● Instructions to follow
Everything in the data below is left aside except the lines from the one containing "display:flex; justify-content:space-around; direction:ltr" through the one containing "display:flex; justify-content:space-between; align-items:center;"; repeat those exactly.

^^^^

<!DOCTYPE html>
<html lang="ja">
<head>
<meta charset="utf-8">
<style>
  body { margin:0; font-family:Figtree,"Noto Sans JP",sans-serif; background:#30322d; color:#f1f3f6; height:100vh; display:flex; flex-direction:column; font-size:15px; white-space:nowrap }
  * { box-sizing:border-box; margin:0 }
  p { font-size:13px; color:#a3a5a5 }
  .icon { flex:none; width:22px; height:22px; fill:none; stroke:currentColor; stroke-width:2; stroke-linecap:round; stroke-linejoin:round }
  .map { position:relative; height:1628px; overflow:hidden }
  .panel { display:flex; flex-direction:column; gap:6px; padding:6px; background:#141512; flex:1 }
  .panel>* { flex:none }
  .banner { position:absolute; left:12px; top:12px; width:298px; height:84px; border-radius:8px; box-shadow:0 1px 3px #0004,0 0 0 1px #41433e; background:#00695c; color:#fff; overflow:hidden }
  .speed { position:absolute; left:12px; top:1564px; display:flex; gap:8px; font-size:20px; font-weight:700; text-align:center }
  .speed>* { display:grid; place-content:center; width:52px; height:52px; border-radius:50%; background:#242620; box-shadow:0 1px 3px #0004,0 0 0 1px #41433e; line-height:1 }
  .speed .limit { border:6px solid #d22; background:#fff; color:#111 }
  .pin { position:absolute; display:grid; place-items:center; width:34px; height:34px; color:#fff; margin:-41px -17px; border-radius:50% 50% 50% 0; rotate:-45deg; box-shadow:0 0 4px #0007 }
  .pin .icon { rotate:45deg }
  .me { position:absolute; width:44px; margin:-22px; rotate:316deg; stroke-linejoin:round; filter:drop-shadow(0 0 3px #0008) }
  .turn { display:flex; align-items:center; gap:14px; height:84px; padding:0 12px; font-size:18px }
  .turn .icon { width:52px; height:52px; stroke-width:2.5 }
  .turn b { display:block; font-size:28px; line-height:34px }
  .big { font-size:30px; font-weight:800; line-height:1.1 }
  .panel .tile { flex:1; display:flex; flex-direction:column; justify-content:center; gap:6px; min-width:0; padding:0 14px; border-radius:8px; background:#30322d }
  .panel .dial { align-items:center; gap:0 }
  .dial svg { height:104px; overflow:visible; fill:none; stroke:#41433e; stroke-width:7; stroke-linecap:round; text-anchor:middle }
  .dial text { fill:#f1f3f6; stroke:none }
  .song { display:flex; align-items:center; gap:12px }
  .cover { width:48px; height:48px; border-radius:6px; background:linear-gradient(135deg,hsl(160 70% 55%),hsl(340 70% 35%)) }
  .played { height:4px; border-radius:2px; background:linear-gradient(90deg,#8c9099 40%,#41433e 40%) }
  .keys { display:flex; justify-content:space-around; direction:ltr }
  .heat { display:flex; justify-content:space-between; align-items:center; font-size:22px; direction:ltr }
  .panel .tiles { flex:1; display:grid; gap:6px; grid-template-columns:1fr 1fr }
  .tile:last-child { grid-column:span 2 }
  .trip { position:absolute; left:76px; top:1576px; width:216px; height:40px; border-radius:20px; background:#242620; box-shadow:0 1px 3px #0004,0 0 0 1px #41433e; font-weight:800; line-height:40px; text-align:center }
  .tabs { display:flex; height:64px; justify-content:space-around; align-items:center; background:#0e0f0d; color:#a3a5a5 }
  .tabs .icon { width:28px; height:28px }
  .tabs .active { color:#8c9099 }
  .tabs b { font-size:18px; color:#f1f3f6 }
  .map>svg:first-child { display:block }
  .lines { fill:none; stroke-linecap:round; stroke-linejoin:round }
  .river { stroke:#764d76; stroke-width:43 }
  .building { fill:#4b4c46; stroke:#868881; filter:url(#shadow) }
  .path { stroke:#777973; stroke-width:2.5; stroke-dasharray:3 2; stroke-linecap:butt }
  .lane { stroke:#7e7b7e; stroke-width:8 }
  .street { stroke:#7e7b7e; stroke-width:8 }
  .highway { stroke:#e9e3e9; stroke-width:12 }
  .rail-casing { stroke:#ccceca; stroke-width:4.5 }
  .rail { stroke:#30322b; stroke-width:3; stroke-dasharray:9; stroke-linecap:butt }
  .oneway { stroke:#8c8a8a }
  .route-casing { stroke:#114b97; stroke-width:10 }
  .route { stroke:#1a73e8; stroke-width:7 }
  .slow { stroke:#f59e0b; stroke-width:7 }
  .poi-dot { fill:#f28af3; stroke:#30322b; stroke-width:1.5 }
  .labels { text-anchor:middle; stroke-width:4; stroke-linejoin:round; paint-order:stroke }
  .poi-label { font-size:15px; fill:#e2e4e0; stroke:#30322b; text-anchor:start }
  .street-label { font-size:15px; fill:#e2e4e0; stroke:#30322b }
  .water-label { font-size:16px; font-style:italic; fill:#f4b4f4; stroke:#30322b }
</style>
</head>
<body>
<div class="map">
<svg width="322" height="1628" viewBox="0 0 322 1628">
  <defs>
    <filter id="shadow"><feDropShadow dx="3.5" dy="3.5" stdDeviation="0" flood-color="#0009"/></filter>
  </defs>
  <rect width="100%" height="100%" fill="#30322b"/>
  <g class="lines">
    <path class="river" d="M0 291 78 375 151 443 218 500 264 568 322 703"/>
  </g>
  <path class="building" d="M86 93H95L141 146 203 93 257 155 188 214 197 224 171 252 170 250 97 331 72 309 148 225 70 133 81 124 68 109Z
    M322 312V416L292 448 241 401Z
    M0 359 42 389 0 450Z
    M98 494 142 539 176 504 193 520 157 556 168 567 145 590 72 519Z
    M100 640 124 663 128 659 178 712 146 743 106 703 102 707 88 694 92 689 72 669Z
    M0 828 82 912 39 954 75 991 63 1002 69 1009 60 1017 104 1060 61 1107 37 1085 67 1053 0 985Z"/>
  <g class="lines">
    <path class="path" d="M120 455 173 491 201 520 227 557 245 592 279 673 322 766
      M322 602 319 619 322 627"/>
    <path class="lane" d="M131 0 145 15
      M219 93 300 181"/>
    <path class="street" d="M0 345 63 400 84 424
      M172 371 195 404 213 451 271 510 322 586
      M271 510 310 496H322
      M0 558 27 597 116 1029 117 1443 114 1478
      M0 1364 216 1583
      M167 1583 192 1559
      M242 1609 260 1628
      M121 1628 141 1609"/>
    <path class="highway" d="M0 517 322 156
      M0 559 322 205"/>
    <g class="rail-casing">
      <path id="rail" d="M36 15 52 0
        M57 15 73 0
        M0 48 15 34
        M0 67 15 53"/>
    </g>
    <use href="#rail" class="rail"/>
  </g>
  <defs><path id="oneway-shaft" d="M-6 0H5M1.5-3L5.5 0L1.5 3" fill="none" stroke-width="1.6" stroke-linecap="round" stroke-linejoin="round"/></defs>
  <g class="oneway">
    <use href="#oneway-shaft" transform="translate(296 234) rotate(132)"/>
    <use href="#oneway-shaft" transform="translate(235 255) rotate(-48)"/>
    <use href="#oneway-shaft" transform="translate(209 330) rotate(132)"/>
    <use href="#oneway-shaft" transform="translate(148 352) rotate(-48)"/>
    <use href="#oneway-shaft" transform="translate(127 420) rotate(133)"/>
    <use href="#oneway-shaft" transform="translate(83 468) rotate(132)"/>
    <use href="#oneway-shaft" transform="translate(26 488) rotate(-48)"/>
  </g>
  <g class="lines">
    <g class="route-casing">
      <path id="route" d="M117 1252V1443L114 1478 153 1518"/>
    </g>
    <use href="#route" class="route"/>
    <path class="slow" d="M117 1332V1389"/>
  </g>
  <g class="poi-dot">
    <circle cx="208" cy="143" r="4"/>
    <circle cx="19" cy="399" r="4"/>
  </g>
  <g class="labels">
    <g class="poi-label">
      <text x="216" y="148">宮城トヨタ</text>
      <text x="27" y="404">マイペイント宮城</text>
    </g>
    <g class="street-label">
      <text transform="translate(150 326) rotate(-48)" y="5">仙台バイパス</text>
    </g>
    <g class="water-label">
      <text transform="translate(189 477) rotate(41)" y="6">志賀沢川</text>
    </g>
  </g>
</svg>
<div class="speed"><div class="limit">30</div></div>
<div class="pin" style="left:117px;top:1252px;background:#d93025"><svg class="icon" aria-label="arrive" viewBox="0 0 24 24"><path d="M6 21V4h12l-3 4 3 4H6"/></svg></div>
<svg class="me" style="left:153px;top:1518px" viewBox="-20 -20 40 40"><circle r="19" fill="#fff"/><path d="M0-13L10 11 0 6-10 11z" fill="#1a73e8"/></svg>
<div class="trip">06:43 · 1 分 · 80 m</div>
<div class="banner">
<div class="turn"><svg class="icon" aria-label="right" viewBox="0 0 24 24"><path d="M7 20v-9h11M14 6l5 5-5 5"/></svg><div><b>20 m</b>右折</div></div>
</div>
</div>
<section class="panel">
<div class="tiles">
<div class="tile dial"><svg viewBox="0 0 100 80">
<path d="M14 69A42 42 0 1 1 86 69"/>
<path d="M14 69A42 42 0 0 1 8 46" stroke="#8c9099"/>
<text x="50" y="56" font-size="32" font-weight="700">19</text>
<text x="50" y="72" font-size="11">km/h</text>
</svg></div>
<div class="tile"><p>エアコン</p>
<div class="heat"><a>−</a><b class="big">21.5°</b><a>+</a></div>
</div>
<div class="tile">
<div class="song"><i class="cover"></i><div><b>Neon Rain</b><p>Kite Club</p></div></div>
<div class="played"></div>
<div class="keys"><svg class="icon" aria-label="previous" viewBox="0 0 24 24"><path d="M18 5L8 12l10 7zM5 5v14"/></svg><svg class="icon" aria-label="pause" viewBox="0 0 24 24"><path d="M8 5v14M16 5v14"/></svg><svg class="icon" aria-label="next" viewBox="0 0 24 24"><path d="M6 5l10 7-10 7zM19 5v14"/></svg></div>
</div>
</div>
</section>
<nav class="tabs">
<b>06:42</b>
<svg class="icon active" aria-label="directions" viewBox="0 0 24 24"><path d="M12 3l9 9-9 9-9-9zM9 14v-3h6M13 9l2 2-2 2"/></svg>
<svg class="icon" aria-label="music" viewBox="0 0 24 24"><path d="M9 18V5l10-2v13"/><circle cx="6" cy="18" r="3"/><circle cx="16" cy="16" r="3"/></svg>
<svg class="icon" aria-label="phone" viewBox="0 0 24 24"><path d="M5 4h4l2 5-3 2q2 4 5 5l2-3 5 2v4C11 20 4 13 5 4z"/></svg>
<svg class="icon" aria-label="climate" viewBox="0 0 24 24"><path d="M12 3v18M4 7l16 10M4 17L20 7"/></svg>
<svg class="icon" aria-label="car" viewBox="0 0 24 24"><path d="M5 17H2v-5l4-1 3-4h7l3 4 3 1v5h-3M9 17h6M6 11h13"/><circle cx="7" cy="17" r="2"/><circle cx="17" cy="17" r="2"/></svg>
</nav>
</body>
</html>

^^^^

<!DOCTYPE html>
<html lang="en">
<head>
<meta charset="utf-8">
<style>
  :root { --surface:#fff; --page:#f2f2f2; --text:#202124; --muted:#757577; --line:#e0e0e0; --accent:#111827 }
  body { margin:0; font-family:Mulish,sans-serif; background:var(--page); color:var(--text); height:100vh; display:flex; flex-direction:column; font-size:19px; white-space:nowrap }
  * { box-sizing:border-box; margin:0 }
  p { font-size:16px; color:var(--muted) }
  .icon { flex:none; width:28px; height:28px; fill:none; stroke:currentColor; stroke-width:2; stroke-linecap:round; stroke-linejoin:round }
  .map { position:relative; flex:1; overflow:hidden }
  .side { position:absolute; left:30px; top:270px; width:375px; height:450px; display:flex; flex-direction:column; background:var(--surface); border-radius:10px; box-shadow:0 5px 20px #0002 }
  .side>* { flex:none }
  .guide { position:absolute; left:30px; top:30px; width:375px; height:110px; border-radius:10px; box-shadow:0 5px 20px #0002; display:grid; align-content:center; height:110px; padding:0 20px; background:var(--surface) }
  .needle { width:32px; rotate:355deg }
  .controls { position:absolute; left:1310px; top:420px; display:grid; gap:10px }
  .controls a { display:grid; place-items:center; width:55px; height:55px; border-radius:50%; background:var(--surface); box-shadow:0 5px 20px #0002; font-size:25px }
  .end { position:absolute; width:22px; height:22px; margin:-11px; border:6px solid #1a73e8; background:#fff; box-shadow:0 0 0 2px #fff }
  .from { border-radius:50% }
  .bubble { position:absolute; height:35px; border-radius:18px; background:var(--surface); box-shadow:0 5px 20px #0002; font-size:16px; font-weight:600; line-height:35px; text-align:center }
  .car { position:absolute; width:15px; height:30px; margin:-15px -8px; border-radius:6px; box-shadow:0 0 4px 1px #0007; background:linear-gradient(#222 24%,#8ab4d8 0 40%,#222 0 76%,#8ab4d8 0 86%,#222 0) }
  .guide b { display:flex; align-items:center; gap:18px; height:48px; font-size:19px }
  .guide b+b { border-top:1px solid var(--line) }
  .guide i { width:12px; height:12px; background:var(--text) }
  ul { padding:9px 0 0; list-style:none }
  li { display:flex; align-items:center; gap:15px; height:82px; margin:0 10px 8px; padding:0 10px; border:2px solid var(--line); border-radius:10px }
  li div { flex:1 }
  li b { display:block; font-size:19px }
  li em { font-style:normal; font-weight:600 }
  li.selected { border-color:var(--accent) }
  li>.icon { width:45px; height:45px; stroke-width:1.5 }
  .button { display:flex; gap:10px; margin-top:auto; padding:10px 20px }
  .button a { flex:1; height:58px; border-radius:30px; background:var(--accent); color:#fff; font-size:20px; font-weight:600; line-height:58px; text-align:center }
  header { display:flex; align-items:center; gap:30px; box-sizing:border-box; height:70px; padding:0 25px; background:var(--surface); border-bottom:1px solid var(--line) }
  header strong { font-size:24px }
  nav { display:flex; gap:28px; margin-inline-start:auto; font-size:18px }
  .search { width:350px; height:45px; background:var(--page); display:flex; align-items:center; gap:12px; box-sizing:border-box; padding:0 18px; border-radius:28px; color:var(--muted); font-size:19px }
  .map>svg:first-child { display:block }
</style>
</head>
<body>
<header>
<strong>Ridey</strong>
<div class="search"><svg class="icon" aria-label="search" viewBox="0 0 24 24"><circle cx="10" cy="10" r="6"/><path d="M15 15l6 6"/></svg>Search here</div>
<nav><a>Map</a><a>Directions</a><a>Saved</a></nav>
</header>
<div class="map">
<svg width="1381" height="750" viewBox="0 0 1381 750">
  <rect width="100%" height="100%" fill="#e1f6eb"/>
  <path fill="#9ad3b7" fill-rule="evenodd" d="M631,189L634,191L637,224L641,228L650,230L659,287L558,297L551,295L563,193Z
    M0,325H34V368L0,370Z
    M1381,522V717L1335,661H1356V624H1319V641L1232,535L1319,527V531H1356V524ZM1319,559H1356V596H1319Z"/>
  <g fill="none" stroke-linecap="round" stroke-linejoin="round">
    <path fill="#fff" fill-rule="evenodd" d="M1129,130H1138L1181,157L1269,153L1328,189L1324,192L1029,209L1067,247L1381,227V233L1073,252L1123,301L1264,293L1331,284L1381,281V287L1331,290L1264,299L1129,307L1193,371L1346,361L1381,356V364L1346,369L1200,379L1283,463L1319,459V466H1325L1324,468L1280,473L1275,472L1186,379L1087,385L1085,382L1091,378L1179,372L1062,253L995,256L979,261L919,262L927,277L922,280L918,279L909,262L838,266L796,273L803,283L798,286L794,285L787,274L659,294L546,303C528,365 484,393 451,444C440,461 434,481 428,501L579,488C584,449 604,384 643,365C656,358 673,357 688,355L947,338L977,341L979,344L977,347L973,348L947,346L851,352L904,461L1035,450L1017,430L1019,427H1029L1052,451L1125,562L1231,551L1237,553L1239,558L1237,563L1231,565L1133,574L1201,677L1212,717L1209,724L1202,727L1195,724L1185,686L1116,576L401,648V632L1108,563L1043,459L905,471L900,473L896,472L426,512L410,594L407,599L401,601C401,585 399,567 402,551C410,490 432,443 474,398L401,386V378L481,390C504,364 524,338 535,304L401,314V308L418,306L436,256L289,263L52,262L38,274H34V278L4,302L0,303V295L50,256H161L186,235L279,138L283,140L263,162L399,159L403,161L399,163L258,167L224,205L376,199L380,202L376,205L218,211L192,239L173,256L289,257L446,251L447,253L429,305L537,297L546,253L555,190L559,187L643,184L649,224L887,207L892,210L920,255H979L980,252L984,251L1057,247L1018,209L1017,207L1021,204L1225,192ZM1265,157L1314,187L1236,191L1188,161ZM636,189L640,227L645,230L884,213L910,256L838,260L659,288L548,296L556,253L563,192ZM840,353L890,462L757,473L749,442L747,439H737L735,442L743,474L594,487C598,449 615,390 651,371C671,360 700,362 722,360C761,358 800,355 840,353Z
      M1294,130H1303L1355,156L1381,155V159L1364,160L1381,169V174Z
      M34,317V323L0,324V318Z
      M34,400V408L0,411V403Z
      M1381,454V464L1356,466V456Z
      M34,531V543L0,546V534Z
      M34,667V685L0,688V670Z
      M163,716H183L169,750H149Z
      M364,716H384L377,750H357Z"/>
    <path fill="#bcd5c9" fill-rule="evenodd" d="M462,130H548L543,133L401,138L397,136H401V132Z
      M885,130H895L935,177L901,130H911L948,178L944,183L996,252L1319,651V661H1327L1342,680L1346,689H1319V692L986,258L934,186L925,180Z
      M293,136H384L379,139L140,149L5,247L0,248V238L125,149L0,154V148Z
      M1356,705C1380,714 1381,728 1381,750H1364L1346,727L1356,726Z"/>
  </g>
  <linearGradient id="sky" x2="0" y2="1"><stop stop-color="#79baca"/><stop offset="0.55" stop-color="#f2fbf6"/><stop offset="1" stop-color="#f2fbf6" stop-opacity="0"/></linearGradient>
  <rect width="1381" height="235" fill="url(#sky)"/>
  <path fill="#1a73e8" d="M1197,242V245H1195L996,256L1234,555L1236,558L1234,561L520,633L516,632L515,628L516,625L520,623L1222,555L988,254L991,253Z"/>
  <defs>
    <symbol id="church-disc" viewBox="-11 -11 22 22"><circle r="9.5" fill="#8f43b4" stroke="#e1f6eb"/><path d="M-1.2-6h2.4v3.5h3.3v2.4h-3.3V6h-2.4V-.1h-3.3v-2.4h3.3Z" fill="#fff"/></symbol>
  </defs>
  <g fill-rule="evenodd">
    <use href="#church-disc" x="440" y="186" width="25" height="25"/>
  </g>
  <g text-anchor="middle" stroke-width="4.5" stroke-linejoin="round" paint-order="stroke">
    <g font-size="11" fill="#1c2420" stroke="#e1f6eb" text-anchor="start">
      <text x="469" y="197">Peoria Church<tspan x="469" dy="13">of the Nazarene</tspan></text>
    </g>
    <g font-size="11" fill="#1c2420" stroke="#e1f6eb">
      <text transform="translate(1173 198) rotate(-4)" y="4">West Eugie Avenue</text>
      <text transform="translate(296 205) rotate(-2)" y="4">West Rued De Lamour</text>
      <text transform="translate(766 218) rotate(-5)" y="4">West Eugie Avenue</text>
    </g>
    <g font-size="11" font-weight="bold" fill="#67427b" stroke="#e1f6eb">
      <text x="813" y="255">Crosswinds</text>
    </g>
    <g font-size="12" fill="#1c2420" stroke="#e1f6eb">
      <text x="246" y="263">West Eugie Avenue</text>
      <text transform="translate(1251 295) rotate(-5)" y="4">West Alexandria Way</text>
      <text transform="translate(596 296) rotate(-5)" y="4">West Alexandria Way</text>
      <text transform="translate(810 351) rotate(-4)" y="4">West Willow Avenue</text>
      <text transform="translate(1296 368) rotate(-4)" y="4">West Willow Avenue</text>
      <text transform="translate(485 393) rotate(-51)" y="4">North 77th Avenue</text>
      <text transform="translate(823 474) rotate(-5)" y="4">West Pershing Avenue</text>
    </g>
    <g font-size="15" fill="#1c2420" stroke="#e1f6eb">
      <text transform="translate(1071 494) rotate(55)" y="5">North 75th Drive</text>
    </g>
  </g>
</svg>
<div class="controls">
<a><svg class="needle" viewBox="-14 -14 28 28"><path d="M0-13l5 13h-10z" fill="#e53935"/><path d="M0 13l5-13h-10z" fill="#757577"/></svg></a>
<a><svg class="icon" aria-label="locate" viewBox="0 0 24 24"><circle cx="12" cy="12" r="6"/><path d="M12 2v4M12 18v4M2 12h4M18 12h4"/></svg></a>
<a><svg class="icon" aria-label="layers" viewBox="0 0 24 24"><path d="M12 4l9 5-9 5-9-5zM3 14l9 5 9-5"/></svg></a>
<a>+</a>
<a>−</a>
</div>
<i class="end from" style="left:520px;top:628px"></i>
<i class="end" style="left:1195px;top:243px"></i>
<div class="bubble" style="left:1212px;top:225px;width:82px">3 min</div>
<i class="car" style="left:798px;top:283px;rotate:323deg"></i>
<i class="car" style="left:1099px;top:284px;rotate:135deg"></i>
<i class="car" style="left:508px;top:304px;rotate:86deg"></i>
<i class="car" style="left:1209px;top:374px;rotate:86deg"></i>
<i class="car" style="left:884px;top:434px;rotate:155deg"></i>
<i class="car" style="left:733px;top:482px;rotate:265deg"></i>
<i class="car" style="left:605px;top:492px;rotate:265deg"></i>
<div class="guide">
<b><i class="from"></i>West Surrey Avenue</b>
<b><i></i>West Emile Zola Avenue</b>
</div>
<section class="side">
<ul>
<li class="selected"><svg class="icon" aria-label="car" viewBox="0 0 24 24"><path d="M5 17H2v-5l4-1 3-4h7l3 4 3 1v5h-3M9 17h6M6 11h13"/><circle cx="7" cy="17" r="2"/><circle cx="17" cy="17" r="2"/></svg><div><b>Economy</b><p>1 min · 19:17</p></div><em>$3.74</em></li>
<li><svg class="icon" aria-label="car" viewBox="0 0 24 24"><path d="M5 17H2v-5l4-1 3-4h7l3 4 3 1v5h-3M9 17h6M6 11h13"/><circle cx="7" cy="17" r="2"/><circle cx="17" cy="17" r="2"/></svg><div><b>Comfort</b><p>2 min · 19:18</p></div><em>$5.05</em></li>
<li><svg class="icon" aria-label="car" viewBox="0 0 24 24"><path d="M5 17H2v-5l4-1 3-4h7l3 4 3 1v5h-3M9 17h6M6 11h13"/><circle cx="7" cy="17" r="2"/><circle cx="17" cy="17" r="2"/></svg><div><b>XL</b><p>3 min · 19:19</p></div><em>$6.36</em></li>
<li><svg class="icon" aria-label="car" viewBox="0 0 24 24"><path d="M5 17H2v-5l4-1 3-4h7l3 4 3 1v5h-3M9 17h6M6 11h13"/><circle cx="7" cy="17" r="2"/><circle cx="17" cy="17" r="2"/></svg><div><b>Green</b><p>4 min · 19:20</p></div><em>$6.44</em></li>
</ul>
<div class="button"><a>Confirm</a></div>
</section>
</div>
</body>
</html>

^^^^

● Solution to this task
  .keys { display:flex; justify-content:space-around; direction:ltr }
  .heat { display:flex; justify-content:space-between; align-items:center; font-size:22px; direction:ltr }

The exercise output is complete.